**Work task:** Could you copy every record below exactly, leaving out the pictures?

**Source material:**
□ □ □ □
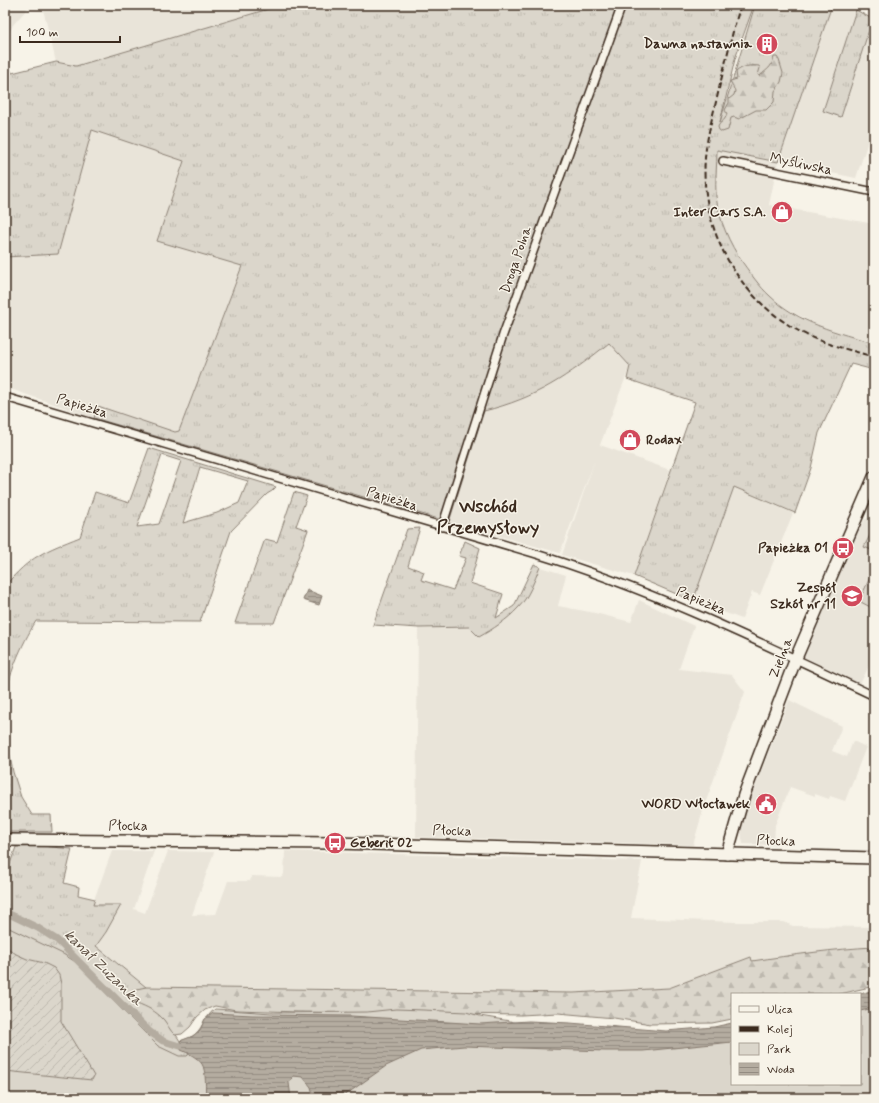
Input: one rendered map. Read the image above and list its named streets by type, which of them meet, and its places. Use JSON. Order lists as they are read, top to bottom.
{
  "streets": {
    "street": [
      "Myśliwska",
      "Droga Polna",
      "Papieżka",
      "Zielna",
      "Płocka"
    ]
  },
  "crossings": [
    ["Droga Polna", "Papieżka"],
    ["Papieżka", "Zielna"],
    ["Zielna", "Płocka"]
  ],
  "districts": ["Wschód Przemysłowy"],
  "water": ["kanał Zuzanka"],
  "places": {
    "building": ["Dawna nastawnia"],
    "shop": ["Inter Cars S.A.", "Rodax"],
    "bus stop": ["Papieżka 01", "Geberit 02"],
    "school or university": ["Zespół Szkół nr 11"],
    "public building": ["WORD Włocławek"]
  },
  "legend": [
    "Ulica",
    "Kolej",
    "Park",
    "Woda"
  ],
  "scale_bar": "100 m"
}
□ □ □ □
**Output below:**
Input: one rendered map. Read the image above and list its named streets by type, which of them meet, and its places. Use JSON. Order lists as they are read, top to bottom.
{
  "streets": {
    "street": [
      "Myśliwska",
      "Droga Polna",
      "Papieżka",
      "Zielna",
      "Płocka"
    ]
  },
  "crossings": [
    ["Droga Polna", "Papieżka"],
    ["Papieżka", "Zielna"],
    ["Zielna", "Płocka"]
  ],
  "districts": ["Wschód Przemysłowy"],
  "water": ["kanał Zuzanka"],
  "places": {
    "building": ["Dawna nastawnia"],
    "shop": ["Inter Cars S.A.", "Rodax"],
    "bus stop": ["Papieżka 01", "Geberit 02"],
    "school or university": ["Zespół Szkół nr 11"],
    "public building": ["WORD Włocławek"]
  },
  "legend": [
    "Ulica",
    "Kolej",
    "Park",
    "Woda"
  ],
  "scale_bar": "100 m"
}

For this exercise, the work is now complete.